What you should do: What you give back must match the records below exactly.

Data to examine:
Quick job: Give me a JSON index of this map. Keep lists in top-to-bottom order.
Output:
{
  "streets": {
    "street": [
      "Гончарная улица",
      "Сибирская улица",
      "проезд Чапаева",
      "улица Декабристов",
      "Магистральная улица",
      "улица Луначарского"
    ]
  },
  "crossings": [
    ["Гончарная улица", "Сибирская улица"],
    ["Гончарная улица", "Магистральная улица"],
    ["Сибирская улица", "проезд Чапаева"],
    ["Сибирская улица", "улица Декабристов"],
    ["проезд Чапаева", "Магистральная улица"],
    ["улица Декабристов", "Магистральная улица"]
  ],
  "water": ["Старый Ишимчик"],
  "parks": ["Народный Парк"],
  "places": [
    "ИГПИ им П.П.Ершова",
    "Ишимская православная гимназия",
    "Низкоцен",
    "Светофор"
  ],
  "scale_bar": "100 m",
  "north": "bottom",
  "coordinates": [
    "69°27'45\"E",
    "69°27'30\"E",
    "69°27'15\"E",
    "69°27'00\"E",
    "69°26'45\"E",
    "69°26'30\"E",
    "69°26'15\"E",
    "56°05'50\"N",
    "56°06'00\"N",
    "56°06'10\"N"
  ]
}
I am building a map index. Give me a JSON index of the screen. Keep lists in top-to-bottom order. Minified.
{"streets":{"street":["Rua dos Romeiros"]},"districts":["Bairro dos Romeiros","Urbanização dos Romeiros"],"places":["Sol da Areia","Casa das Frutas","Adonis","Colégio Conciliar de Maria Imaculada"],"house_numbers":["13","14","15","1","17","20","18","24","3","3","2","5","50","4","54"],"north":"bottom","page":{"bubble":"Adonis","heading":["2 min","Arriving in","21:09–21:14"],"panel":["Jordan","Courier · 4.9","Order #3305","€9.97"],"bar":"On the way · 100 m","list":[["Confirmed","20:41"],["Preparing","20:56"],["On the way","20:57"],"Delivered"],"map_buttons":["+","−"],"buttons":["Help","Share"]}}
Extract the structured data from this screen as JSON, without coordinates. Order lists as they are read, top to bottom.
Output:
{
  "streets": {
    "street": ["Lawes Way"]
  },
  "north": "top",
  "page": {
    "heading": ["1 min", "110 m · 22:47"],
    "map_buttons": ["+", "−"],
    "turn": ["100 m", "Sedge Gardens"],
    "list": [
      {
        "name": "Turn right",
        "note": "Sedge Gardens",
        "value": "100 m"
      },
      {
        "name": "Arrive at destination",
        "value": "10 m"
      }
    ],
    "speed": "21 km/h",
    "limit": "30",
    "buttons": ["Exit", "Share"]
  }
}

Written answer:
Quick job: Give me a JSON index of this map. Keep lists in top-to-bottom order.
Output:
{
  "streets": {
    "street": [
      "Гончарная улица",
      "Сибирская улица",
      "проезд Чапаева",
      "улица Декабристов",
      "Магистральная улица",
      "улица Луначарского"
    ]
  },
  "crossings": [
    ["Гончарная улица", "Сибирская улица"],
    ["Гончарная улица", "Магистральная улица"],
    ["Сибирская улица", "проезд Чапаева"],
    ["Сибирская улица", "улица Декабристов"],
    ["проезд Чапаева", "Магистральная улица"],
    ["улица Декабристов", "Магистральная улица"]
  ],
  "water": ["Старый Ишимчик"],
  "parks": ["Народный Парк"],
  "places": [
    "ИГПИ им П.П.Ершова",
    "Ишимская православная гимназия",
    "Низкоцен",
    "Светофор"
  ],
  "scale_bar": "100 m",
  "north": "bottom",
  "coordinates": [
    "69°27'45\"E",
    "69°27'30\"E",
    "69°27'15\"E",
    "69°27'00\"E",
    "69°26'45\"E",
    "69°26'30\"E",
    "69°26'15\"E",
    "56°05'50\"N",
    "56°06'00\"N",
    "56°06'10\"N"
  ]
}
I am building a map index. Give me a JSON index of the screen. Keep lists in top-to-bottom order. Minified.
{"streets":{"street":["Rua dos Romeiros"]},"districts":["Bairro dos Romeiros","Urbanização dos Romeiros"],"places":["Sol da Areia","Casa das Frutas","Adonis","Colégio Conciliar de Maria Imaculada"],"house_numbers":["13","14","15","1","17","20","18","24","3","3","2","5","50","4","54"],"north":"bottom","page":{"bubble":"Adonis","heading":["2 min","Arriving in","21:09–21:14"],"panel":["Jordan","Courier · 4.9","Order #3305","€9.97"],"bar":"On the way · 100 m","list":[["Confirmed","20:41"],["Preparing","20:56"],["On the way","20:57"],"Delivered"],"map_buttons":["+","−"],"buttons":["Help","Share"]}}
Extract the structured data from this screen as JSON, without coordinates. Order lists as they are read, top to bottom.
Output:
{
  "streets": {
    "street": ["Lawes Way"]
  },
  "north": "top",
  "page": {
    "heading": ["1 min", "110 m · 22:47"],
    "map_buttons": ["+", "−"],
    "turn": ["100 m", "Sedge Gardens"],
    "list": [
      {
        "name": "Turn right",
        "note": "Sedge Gardens",
        "value": "100 m"
      },
      {
        "name": "Arrive at destination",
        "value": "10 m"
      }
    ],
    "speed": "21 km/h",
    "limit": "30",
    "buttons": ["Exit", "Share"]
  }
}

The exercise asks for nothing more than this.